Presents with yellow crusts, erosions, itchy or irritating but not painful.
Bullous Impetigo
Features rapid-eroding irritating blisters, usually caused by Staphylococcus aureus.
Causative Agents
Nonendemic Settings:
Primarily S. aureus.
Less commonly Streptococcus pyogenes (Group A Streptococcus).
Possible co-infection with both bacteria.
Endemic Settings:
Typically S. pyogenes, even if S. aureus is identified, including CA-MRSA.
Complications
Wider spread infection: cellulitis, lymphangitis, and bacteraemia.
Staphylococcal scalded skin syndrome.
Scarlet fever.
Post-streptococcal glomerulonephritis: a rare, acute renal condition following infection with Streptococcus pyogenes (group A streptococcus). This is due to a type III hypersensitivity reaction and presents 2–6 weeks post-skin infection.

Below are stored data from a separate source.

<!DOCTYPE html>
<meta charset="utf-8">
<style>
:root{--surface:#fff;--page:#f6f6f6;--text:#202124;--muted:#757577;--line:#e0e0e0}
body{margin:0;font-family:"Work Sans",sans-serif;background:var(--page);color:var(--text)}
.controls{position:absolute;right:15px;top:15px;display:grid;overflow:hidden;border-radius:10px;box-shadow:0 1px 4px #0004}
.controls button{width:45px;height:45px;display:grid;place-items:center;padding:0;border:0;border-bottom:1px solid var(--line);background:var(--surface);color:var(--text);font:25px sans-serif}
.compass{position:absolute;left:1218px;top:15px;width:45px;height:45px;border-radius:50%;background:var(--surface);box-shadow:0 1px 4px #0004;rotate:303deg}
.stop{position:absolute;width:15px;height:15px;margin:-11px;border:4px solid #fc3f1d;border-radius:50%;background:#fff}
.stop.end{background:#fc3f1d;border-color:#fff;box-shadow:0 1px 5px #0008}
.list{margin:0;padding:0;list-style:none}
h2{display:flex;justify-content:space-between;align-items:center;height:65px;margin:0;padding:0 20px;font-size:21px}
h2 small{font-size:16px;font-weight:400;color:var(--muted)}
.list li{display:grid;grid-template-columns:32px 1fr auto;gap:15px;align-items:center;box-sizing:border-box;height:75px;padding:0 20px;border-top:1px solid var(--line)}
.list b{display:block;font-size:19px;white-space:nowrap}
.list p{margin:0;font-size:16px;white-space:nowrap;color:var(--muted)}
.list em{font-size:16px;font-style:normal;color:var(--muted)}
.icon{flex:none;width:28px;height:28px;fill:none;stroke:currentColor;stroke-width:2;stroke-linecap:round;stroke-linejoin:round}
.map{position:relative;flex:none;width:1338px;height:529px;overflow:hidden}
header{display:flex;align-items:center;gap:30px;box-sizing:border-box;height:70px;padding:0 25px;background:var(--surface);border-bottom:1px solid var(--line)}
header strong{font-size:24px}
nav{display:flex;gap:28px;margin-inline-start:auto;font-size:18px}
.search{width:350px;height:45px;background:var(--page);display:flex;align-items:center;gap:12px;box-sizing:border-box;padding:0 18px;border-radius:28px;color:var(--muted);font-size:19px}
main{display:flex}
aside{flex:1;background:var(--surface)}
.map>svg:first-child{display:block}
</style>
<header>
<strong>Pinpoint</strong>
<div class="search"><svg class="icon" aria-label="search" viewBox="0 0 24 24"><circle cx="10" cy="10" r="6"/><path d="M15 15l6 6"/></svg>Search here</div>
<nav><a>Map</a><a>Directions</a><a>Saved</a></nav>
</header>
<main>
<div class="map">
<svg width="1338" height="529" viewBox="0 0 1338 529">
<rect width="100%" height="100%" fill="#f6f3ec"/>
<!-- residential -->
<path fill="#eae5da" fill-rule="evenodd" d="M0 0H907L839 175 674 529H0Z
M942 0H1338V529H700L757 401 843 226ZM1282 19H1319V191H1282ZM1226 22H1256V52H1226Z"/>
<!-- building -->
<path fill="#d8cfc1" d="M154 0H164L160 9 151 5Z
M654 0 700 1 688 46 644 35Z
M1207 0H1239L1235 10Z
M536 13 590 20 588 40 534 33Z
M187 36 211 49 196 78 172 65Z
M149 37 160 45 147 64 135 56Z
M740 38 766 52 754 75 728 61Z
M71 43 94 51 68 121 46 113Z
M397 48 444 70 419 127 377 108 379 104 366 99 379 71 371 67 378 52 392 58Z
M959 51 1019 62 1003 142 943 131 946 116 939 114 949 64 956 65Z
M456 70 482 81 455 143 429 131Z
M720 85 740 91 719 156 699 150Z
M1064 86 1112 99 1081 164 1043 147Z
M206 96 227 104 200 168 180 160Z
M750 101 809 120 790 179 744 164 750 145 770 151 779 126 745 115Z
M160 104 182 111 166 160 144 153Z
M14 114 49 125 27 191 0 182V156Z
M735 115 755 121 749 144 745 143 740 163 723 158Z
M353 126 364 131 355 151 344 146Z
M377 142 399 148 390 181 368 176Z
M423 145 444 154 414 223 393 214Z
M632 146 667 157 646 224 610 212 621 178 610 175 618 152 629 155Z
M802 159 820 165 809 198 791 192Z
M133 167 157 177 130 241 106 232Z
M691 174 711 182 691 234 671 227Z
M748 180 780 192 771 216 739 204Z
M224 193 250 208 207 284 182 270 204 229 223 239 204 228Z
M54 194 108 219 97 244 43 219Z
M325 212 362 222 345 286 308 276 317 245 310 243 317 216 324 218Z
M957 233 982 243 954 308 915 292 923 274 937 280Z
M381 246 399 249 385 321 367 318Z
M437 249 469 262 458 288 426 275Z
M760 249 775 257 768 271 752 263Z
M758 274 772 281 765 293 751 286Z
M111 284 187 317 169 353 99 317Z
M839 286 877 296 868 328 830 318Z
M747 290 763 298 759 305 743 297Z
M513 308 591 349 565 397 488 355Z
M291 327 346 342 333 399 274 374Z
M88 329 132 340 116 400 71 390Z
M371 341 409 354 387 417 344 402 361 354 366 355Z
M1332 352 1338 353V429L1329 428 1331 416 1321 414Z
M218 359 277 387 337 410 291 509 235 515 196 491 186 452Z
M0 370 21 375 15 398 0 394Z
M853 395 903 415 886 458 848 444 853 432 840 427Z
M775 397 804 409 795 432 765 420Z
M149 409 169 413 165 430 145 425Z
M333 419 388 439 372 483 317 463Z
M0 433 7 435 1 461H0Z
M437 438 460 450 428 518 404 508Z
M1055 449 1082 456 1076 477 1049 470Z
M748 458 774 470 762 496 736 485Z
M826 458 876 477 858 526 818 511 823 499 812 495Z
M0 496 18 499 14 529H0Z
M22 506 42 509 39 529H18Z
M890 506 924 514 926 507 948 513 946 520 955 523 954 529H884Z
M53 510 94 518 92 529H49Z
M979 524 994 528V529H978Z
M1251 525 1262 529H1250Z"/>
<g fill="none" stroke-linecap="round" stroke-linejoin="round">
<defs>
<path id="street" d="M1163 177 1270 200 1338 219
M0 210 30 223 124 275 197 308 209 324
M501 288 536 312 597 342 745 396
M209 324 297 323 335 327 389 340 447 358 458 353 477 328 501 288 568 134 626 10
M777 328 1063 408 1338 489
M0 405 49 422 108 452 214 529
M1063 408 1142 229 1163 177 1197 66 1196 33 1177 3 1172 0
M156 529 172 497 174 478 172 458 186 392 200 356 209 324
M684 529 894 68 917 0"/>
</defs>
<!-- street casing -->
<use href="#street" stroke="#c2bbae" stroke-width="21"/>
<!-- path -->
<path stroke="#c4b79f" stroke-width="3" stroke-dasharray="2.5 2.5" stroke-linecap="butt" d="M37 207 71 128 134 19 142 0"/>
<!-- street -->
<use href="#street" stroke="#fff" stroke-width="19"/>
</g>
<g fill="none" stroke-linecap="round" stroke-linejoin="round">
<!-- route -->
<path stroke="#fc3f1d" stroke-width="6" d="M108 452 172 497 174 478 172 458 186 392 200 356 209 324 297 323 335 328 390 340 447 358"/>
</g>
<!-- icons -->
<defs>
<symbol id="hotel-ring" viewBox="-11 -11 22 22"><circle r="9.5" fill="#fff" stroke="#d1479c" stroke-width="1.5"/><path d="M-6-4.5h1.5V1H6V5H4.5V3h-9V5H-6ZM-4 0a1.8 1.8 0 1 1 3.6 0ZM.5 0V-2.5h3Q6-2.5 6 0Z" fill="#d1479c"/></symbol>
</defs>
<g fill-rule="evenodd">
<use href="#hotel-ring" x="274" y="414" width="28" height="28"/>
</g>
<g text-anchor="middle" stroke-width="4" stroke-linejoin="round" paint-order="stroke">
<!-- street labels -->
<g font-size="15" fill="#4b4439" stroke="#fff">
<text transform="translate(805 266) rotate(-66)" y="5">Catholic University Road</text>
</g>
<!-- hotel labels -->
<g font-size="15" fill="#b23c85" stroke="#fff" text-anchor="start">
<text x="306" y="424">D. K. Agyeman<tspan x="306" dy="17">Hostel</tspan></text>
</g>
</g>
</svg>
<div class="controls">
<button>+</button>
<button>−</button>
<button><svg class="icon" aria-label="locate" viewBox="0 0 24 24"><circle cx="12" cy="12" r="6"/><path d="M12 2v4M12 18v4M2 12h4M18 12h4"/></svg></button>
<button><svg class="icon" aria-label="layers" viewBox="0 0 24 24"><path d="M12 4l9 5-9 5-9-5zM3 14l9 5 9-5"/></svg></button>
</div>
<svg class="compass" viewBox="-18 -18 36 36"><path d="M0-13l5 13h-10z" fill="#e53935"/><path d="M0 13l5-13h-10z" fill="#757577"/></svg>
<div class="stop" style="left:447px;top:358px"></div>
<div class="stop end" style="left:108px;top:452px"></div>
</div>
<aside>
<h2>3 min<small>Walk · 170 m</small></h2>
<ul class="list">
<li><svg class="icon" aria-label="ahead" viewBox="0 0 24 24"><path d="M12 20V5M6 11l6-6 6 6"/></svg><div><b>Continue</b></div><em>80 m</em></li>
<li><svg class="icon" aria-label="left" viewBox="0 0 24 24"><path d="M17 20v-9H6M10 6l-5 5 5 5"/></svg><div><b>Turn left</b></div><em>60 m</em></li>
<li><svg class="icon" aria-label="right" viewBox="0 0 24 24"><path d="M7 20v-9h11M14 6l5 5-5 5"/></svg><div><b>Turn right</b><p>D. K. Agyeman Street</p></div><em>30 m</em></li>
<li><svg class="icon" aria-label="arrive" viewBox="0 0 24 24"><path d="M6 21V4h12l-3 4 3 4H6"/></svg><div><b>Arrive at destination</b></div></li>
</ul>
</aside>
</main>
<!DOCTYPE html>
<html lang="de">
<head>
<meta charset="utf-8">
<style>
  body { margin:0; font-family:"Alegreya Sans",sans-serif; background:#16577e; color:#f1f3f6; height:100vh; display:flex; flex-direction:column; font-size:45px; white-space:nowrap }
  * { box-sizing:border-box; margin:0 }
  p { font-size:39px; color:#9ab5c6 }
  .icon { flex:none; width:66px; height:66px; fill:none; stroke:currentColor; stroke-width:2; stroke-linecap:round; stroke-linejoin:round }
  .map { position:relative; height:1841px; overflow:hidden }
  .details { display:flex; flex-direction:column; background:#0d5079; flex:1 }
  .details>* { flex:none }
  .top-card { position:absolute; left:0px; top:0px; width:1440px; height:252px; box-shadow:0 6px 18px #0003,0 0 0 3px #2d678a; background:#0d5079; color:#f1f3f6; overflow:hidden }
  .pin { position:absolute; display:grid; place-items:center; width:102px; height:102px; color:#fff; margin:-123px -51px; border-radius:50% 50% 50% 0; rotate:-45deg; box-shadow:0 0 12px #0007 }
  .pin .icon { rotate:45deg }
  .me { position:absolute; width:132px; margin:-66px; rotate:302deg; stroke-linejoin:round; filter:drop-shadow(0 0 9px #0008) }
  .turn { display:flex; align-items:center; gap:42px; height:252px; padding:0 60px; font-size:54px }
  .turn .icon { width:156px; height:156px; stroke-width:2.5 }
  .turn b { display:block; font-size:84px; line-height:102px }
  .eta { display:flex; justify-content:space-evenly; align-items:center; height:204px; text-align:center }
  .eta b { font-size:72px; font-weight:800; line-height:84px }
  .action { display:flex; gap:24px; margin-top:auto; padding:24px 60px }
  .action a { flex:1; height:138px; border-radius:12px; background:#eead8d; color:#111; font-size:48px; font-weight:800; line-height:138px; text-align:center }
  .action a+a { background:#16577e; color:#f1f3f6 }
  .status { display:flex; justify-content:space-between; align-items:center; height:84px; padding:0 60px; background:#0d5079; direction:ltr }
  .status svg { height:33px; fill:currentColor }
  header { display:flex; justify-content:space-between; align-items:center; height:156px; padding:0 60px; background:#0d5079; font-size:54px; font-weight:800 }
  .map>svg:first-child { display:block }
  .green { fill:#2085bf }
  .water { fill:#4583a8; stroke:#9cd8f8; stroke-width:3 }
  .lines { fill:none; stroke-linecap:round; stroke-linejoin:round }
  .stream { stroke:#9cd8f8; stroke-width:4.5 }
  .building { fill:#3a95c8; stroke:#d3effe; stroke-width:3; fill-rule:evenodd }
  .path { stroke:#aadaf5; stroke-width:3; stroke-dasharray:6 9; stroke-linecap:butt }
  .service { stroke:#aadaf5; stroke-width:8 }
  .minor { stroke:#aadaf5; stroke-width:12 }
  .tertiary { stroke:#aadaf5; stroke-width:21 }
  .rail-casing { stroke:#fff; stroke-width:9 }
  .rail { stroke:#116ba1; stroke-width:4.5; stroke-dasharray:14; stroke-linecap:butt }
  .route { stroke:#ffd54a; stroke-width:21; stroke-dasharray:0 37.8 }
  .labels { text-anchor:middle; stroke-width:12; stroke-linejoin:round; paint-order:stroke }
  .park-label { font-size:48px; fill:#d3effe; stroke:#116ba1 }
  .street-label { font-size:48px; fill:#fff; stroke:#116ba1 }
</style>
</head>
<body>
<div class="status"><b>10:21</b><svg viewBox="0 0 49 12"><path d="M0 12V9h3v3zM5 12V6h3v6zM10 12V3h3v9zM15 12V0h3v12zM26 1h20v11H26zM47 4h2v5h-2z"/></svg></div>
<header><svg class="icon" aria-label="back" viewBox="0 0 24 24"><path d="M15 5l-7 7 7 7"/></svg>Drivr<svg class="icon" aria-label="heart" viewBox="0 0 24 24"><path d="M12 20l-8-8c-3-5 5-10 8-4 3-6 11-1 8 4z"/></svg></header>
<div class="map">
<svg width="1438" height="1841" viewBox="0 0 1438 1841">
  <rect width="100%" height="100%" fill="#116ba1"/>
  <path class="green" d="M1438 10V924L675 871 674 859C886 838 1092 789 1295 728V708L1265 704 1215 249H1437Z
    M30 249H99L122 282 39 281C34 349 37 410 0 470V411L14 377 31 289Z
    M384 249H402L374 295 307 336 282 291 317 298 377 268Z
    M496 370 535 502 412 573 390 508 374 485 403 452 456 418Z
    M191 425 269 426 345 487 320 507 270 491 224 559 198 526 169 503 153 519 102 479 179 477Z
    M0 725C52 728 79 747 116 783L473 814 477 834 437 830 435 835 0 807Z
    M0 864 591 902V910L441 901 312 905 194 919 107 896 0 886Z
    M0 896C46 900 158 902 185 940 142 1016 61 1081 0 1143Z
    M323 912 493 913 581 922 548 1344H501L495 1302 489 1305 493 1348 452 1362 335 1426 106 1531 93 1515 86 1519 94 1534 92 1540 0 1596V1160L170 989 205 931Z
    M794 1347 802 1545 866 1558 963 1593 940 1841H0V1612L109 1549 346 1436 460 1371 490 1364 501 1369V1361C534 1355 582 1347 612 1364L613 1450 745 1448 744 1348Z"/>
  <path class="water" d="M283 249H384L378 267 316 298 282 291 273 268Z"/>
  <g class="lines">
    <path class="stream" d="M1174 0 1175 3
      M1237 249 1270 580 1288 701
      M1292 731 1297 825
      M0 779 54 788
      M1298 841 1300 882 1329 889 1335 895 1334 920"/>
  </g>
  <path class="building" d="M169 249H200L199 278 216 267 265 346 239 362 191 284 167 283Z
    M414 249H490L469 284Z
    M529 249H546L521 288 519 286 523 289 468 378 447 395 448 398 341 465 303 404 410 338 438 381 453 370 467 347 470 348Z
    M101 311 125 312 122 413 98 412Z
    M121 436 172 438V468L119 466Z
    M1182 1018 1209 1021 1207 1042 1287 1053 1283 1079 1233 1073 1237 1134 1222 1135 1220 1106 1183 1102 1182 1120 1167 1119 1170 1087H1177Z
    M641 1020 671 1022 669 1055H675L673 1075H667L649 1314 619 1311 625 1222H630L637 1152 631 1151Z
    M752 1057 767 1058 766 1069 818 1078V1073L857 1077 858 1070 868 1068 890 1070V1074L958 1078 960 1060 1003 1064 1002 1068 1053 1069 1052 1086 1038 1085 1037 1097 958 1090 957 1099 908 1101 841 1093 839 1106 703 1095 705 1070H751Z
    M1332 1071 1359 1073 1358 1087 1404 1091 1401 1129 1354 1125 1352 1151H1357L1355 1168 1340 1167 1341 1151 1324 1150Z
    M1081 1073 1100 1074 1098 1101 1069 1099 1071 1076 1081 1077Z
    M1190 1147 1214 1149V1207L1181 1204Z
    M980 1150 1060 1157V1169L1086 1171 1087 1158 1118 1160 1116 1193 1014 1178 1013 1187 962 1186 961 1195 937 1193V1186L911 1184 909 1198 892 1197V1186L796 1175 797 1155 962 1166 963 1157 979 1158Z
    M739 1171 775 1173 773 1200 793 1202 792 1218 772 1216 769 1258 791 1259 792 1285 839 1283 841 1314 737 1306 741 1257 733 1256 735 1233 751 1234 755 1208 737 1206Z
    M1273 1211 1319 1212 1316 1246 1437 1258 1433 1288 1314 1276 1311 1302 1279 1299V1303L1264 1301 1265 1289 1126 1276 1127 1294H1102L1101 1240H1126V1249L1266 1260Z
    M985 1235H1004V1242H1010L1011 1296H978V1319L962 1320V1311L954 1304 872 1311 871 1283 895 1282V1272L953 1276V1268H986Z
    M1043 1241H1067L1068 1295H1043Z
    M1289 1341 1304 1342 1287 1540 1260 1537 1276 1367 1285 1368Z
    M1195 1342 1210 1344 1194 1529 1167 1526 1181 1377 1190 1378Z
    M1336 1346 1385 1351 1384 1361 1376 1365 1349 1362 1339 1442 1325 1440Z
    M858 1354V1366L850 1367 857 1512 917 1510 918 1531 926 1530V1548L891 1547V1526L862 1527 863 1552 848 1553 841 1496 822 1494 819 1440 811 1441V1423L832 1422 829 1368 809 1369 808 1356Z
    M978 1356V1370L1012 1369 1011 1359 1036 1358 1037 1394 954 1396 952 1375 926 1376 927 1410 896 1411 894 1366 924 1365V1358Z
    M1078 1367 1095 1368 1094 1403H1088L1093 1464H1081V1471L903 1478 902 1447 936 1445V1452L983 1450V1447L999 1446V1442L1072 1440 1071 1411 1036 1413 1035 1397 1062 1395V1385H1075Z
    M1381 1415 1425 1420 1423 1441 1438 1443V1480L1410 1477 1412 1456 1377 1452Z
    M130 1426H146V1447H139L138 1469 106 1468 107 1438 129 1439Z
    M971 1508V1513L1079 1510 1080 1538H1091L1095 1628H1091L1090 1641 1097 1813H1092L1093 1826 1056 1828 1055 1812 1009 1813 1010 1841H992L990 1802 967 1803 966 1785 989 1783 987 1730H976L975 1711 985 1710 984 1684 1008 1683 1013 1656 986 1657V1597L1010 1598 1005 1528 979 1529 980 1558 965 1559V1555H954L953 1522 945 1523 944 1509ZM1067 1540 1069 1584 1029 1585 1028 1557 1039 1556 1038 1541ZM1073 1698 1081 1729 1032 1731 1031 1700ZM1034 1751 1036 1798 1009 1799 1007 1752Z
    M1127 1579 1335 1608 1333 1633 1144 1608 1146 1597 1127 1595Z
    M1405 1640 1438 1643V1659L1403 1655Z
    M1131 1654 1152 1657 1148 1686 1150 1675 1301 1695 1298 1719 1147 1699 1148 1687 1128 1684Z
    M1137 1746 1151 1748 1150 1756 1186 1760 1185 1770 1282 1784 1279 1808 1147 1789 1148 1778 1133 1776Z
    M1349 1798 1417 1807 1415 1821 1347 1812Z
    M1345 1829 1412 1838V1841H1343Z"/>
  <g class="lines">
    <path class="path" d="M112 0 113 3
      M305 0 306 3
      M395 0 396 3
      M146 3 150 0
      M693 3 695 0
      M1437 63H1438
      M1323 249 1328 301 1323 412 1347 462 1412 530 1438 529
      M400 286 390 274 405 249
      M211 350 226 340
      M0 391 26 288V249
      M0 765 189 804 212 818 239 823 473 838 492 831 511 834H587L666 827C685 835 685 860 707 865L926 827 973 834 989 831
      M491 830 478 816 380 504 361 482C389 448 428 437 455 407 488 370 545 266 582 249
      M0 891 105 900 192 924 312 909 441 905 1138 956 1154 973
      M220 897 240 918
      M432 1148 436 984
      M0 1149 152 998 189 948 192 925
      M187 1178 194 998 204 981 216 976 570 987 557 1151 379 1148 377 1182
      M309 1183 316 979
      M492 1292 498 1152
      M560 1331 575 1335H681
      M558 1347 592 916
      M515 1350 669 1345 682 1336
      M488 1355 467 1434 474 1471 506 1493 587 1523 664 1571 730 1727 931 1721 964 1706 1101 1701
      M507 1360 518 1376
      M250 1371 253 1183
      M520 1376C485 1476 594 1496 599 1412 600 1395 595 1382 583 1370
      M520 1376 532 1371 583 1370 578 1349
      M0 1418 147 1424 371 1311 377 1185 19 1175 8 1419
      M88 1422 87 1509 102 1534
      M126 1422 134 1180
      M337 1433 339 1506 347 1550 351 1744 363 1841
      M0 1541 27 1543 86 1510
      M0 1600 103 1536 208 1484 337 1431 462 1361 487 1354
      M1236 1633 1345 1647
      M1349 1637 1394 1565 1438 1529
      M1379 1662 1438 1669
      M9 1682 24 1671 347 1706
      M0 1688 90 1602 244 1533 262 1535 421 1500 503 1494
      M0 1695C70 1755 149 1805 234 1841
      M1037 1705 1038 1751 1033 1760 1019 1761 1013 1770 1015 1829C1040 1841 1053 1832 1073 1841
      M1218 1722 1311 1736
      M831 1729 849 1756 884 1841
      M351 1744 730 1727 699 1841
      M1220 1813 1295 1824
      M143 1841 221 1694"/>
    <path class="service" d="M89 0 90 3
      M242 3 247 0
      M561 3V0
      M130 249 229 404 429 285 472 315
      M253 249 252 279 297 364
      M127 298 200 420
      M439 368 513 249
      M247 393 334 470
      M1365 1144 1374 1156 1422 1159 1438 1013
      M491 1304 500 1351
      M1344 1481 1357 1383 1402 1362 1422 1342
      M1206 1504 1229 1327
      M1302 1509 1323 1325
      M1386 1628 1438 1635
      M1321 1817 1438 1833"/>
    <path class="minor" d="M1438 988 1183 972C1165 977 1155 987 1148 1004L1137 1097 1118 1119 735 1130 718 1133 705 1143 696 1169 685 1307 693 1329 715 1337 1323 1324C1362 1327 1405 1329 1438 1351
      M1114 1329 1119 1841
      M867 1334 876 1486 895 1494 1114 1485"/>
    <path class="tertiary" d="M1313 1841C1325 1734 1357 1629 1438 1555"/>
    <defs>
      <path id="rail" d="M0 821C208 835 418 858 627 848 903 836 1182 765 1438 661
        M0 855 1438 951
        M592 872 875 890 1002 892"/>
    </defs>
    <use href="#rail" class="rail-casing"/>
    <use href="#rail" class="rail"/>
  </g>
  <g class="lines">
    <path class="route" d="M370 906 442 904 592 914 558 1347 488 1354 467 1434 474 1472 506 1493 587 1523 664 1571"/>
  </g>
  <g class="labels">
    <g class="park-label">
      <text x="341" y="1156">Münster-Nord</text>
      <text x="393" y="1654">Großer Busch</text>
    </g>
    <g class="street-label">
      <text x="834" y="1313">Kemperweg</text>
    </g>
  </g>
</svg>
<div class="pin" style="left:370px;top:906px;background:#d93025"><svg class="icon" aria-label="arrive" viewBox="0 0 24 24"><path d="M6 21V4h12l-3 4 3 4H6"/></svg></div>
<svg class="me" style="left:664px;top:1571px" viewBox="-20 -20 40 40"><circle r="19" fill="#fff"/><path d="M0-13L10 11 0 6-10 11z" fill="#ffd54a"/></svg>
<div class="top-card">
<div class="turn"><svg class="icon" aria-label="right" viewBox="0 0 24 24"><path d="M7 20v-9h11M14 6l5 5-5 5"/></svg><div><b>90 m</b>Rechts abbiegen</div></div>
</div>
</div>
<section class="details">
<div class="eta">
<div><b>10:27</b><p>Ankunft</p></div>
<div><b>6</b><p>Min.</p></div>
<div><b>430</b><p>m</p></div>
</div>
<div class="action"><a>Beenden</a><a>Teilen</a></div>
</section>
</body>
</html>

Streptococcal toxic shock syndrome: a rare complication causing diffuse erythematous rash, hypotension, and pyrexia.
Postinflammatory pigmentation.
Scarring, particularly with ecthyma.
Approach to Managing Impetigo
Treatment Requirement: Antibiotic treatment is necessary for all impetigo cases.
Initial Management:
Mild impetigo: Start empirical antibiotic therapy without initial skin swab; swab if no response.
Severe disease: Require skin swab for culture and testing before empirical therapy.
Associated Conditions: Treat underlying dermatosis if present (e.g., dermatitis, scabies, head lice).
General measures
Regular gentle cleansing; removal of honey-coloured crusts.
Practice good hand hygiene and keep fingernails cut short.
Cover the affected areas with watertight dressing to prevent spread.
Preventative measures
Avoid touching affected areas.
Practice good hand hygiene; wash hands before and after applying creams.
Use a clean cloth each time to wash and dry affected areas.
Do not share towels or face cloths.
Clothing and bedding should be changed daily; wash using hot temperatures.
Avoid close contact with others — school/nursery children should stay home until lesions have crusted over, or they have received at least 24 hours of treatment.
Outcome
Impetigo is usually self-limiting without serious complications. Without treatment, impetigo usually heals in 2–3 weeks; with treatment lesions resolve within 10 days.
Postinflammatory hypopigmentation or hyperpigmentation may occur but scarring is uncommon.
Recurrent impetigo may indicate nasal carriage of S. aureus. Following treatment, eradication of staphylococcal carriage may be necessary.
Antibiotic Therapy for Impetigo (Including Dosages – from eTG)
Nonendemic Settings:
Localised Sores:
Mupirocin 2% ointment or cream, apply topically 8-hourly for 5 days.
Multiple Sores or Recurrent Infection:
Dicloxacillin 500 mg (child: 12.5 mg/kg up to 500 mg) orally, 6-hourly for 7 days.
Flucloxacillin 500 mg (child: 12.5 mg/kg up to 500 mg) orally, 6-hourly for 7 days.
Cefalexin 500 mg (child: 12.5 mg/kg up to 500 mg) orally, 6-hourly for 7 days, or 1 g (child: 25 mg/kg up to 1 g) orally, 12-hourly for 7 days.
For penicillin-allergic patients: Trimethoprim+sulfamethoxazole (TMP-SMX) 160+800 mg (child 1 month or older: 4+20 mg/kg up to 160+800 mg) orally, 12-hourly for 3 days, or 320+1600 mg (child 1 month or older: 8+40 mg/kg up to 320+1600 mg) orally, daily for 5 days.
Endemic Settings:
Benzathine benzylpenicillin (single dose intramuscularly): Adult: 1.2 million units; Child <10 kg: 0.45 million units; Child 10 kg to <20 kg: 0.6 million units; Child ≥20 kg: 1.2 million units.
TMP-SMX 160+800 mg (child 1 month or older: 4+20 mg/kg up to 160+800 mg) orally, 12-hourly for 3 days, or 320+1600 mg (child 1 month or older: 8+40 mg/kg up to 320+1600 mg) orally, daily for 5 days.